Friday, Nov. 03, 1967
Swirl of Trouble
uPERU
Peru seemed like a nation under siege last week. In Lima, gangs of young toughs roamed the streets, raiding small shops and overturning tables and racks; hundreds gathered nightly in the Plaza San Martin and staged noisy anti-government demonstrations. In Arequipa, university students threw up barricades and fought it out with police until the government finally suspended constitutional guarantees locally. In other cities and towns all over Latin America's fourth largest nation, strikes and violence threatened to flare out of control. Before long, rumors swirled through almost every Peruvian city and packing-crate slum that the army was about to overthrow the four-year-old government of President Fernando Belaunde Terry.
In the Wings. The trigger that set off last week's riots and rumors was Peru's steadily worsening fiscal troubles and Belaunde's inability or reluctance to do anything about them. Fired by his dreams of developing Peru's Andean interior and diversifying the country's economy, Belaunde has spread money around like confetti, pushing the government budget from $410 million a year to more than $1 billion, hiking the annual deficit to more than $90 million and feeding an inflationary spiral that is raising prices 15% a month.
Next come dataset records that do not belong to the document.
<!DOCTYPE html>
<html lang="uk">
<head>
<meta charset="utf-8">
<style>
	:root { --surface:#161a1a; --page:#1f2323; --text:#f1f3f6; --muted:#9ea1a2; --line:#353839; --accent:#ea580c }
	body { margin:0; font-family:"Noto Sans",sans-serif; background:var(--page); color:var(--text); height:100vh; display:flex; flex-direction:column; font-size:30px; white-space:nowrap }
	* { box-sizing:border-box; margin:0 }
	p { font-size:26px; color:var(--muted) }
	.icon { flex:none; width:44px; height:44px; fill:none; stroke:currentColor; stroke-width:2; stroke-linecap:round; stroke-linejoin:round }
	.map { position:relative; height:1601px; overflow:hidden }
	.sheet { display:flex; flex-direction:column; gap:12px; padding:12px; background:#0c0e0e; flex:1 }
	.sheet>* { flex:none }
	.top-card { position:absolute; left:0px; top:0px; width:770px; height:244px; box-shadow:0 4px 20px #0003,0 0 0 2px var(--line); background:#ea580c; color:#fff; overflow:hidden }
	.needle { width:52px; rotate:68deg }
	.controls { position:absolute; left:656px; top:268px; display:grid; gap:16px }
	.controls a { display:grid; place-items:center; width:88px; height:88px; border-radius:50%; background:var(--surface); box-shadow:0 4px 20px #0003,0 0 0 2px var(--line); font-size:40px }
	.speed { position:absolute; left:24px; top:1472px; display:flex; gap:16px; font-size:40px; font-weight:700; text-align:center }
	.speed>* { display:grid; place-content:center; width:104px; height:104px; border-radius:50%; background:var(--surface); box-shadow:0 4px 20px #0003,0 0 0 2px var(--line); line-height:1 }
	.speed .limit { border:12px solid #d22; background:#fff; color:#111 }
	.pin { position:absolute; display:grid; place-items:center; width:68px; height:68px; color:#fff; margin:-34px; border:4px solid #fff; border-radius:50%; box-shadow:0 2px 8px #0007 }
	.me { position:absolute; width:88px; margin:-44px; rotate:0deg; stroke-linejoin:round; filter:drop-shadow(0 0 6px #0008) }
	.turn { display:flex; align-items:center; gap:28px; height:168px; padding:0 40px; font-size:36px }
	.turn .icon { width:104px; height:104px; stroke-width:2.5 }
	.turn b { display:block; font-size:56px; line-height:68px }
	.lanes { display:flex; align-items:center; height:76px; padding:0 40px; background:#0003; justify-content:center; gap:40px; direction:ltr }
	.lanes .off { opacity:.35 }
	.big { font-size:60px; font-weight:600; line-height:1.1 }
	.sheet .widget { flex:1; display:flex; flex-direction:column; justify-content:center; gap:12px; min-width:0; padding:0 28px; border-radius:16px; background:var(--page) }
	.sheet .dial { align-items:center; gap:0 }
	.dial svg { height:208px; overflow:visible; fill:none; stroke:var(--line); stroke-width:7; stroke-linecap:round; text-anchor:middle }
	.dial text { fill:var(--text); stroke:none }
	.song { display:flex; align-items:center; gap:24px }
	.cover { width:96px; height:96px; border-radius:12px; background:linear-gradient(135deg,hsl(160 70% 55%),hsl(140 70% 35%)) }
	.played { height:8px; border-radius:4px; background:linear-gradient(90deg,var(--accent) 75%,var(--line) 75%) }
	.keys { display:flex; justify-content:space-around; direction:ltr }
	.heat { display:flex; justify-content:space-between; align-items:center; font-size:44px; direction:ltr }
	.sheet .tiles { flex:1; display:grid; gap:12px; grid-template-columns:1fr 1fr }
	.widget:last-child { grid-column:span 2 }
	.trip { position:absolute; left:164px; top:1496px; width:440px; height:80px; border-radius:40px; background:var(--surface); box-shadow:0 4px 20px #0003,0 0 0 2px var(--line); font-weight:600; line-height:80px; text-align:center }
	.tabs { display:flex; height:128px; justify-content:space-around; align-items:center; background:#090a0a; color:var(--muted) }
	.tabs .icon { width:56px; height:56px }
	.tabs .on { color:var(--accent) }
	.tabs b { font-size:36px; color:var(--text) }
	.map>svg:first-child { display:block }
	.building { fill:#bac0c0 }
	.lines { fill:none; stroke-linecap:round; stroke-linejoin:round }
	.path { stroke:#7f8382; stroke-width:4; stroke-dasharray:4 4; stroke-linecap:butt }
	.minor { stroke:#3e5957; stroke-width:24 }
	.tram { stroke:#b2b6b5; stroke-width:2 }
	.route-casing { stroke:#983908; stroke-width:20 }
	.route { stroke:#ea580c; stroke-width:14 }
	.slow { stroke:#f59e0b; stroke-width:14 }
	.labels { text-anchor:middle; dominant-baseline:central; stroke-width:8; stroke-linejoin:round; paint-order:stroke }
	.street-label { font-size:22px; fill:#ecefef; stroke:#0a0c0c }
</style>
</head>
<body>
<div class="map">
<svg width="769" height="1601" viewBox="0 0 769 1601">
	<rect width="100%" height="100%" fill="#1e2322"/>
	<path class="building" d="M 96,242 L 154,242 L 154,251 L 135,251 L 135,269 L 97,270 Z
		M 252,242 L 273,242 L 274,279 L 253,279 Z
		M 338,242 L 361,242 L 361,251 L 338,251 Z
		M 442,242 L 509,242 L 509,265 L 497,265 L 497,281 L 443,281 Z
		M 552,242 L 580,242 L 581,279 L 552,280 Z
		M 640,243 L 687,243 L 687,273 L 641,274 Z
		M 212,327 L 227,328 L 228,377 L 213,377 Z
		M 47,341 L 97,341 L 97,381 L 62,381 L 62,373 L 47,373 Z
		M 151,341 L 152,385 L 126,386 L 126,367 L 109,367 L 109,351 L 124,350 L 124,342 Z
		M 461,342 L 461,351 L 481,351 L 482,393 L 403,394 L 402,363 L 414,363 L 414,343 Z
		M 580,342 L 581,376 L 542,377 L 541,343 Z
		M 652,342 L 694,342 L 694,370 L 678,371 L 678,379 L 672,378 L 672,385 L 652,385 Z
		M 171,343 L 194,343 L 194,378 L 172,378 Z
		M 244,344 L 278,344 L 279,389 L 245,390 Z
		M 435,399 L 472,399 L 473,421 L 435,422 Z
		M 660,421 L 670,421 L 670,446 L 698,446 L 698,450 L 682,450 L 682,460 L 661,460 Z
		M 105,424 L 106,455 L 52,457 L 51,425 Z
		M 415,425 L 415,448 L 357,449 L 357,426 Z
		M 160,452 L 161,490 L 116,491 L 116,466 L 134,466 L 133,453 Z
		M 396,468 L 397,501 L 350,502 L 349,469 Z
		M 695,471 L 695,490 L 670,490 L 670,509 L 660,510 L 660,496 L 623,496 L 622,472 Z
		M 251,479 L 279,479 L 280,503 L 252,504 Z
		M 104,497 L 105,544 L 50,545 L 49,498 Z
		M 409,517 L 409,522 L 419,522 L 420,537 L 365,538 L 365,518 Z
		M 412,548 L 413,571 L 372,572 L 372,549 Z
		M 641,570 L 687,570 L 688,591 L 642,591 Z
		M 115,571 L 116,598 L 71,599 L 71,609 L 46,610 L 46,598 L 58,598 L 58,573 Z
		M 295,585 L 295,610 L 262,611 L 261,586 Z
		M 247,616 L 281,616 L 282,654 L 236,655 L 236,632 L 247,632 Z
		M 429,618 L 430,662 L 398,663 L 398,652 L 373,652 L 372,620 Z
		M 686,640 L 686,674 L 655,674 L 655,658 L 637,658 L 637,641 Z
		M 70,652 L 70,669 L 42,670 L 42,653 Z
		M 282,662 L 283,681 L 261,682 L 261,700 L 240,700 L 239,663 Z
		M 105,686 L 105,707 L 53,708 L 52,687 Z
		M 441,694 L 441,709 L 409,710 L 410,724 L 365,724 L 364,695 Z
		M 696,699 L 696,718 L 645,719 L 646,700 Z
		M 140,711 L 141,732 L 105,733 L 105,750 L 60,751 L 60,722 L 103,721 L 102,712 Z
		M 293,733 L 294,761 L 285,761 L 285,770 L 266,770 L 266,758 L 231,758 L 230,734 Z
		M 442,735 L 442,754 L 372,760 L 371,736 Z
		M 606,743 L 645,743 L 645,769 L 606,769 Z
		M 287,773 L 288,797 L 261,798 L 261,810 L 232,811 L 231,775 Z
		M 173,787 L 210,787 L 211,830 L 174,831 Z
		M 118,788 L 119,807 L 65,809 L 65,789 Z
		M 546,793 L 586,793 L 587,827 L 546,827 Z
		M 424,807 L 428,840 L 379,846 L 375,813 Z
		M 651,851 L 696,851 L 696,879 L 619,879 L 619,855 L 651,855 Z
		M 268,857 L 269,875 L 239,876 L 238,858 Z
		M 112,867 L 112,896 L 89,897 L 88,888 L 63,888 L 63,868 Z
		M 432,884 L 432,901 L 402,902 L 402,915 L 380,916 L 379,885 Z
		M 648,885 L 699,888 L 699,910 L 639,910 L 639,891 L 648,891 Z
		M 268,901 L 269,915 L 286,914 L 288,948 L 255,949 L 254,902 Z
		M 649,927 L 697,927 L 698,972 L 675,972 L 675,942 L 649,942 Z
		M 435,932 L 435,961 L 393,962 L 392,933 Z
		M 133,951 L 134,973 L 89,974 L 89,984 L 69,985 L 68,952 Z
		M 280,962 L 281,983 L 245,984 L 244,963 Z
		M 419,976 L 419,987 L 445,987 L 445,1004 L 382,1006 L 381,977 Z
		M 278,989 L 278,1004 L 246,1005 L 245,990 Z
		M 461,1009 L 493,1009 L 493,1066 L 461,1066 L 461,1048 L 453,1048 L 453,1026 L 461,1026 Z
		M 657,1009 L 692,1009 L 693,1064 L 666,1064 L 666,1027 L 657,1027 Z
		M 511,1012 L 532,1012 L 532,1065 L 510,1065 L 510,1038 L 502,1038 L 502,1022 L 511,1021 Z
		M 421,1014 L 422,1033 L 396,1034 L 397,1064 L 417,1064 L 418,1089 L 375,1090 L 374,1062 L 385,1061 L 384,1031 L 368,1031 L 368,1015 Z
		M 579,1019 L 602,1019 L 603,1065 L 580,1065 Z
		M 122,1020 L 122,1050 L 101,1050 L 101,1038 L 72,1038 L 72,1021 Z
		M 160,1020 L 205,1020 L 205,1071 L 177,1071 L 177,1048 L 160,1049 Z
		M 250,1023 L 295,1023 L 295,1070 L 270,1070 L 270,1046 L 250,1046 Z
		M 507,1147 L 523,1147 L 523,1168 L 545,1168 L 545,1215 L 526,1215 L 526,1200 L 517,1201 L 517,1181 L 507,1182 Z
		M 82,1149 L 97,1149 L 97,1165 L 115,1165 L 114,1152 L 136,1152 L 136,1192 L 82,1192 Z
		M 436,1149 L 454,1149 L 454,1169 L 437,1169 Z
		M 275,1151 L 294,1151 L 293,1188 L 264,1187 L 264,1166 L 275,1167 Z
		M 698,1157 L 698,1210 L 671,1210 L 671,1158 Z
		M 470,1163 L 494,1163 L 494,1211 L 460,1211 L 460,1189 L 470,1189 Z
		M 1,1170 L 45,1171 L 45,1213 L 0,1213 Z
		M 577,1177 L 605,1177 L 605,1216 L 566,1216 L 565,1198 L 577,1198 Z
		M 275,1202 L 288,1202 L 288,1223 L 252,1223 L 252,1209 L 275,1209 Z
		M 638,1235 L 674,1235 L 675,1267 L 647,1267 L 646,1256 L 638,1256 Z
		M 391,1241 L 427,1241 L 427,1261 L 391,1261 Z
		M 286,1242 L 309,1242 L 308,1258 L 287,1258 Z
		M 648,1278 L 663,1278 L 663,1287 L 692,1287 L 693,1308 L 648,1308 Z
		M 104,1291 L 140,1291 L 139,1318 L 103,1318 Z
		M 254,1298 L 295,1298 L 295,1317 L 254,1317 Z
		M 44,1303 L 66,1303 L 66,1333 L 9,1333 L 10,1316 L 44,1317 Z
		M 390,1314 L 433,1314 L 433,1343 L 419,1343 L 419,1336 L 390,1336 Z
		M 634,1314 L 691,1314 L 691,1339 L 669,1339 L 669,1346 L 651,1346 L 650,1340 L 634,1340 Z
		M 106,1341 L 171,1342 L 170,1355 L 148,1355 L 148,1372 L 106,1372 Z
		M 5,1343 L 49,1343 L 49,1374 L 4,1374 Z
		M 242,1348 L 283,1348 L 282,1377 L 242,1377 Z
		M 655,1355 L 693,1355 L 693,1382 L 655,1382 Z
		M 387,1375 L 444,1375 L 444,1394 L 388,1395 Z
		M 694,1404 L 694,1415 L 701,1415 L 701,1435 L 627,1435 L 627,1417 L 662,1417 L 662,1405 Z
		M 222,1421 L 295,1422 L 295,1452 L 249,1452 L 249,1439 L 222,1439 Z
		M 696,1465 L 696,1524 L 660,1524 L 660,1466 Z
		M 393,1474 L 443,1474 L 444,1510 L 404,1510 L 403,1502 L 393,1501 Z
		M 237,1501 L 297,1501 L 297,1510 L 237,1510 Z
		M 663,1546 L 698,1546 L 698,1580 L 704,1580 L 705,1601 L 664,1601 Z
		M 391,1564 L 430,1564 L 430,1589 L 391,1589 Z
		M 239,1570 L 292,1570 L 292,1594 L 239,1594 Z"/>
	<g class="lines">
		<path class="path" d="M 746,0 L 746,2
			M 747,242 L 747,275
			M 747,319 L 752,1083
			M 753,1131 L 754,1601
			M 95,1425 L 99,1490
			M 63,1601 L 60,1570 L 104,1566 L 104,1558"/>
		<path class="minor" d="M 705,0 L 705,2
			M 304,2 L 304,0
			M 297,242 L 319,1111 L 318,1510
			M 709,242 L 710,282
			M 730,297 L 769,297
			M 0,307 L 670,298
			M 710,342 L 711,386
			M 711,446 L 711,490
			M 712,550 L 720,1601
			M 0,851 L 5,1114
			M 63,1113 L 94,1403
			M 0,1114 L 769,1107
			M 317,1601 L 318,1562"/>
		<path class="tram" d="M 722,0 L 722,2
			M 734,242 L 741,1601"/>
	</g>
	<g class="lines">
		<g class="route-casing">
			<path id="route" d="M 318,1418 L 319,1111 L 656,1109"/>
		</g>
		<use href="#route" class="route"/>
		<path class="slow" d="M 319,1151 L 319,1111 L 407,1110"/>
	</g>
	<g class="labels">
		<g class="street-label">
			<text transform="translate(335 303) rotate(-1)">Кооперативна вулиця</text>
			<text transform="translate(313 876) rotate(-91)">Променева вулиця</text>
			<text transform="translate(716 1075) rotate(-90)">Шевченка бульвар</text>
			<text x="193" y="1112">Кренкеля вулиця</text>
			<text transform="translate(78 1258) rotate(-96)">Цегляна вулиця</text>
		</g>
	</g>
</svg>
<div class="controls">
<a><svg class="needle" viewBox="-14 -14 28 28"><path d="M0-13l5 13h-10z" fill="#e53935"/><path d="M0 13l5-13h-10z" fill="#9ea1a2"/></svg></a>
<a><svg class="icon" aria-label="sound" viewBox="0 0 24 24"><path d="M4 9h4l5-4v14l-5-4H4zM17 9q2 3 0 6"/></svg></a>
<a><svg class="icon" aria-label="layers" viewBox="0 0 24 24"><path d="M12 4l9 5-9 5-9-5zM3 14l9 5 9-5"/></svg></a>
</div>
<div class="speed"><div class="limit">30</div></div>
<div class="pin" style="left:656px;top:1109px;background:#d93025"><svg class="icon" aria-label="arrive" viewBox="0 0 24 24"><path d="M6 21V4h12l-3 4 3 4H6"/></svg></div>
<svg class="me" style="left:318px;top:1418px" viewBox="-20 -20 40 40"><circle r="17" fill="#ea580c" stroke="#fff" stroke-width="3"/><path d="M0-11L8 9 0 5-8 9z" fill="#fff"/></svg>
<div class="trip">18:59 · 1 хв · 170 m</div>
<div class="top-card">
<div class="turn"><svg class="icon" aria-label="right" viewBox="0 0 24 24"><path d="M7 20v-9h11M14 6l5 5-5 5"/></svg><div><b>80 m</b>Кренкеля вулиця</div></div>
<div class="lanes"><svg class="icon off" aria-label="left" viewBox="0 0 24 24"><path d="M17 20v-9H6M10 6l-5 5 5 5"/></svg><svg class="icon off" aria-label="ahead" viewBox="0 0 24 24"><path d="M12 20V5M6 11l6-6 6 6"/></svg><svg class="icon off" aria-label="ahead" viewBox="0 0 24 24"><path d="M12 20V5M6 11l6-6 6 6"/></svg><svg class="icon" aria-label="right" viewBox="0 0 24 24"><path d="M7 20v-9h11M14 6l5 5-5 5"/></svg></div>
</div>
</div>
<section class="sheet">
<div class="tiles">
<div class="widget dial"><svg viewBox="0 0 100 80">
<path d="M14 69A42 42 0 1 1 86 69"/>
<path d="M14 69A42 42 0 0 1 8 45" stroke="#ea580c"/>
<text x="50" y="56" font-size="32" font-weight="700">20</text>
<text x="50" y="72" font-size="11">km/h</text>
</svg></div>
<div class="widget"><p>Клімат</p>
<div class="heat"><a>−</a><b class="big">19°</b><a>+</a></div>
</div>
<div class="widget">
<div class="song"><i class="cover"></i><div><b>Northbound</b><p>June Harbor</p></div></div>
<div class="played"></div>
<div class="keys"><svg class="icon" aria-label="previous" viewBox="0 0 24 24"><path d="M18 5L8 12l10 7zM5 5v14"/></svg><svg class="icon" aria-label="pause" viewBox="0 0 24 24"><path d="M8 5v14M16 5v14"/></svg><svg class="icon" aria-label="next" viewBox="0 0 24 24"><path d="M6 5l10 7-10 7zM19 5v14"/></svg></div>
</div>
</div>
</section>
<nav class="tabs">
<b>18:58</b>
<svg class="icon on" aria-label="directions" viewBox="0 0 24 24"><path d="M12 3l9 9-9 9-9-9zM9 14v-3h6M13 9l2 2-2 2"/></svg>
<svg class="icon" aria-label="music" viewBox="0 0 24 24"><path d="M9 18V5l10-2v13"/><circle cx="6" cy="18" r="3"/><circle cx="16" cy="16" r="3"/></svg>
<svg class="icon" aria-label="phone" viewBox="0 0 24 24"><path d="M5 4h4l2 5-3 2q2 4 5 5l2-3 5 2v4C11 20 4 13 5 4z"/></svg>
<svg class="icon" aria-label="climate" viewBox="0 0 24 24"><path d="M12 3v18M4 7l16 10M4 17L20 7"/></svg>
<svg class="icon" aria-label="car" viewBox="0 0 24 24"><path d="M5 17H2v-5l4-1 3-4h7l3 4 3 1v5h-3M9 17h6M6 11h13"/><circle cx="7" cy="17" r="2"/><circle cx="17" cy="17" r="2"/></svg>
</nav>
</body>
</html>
When Belaunde was finally forced to devalue the Peruvian sol by 45% two months ago, labor unions demanded a 40% raise; Belaunde offered only 10%.
Amid the inevitable union uproar and calls for strikes, Belaunde last month convened a rare "summit" meeting with the opposition coalition that controls Congress. He sat down to talk with conservative General Manuel Odria, 69, dictator-President from 1948 to 1956, and old liberal War Horse Victor Raul Haya de la Torre, 72, winner of the election that touched off Peru's 1962 military coup and led to another election that installed Belaunde. Odria and Haya stressed the need for a balanced budget, but in the end Belaunde refused to go along. The uproar and the strikes continued.
The army, meantime, stayed back in the wings; despite the rumors, it is anxious to avoid a coup unless it becomes absolutely necessary. For one thing, there is no single officer or group of officers well enough trained to take over the country; besides, no sensible officer really wants the responsibility of Peru's problems. But if public disorder gets dangerously out of hand, the army may have to move. To help keep the generals in the barracks, Belaunde bought them 12 fancy French Mirage jets last month (see preceding story) and reshuffled his Cabinet, naming a rear admiral as Minister of Interior and Police.
More to Hope For. At week's end, Belaunde insisted that everything would work out all right. "There is no country without problems or protests," he said as he opened the 33-nation Pacific International Fair in Lima. "No developing nation has more to hope for than this one, which is growing and building. A government that respects liberties and the rights of man is the one that offers the climate that leads to prosperity." Perhaps even more than to his fellow Peruvians, Belaunde was addressing his remarks to the stolid-looking man at his side: General Julio Doig, Peru's top military man.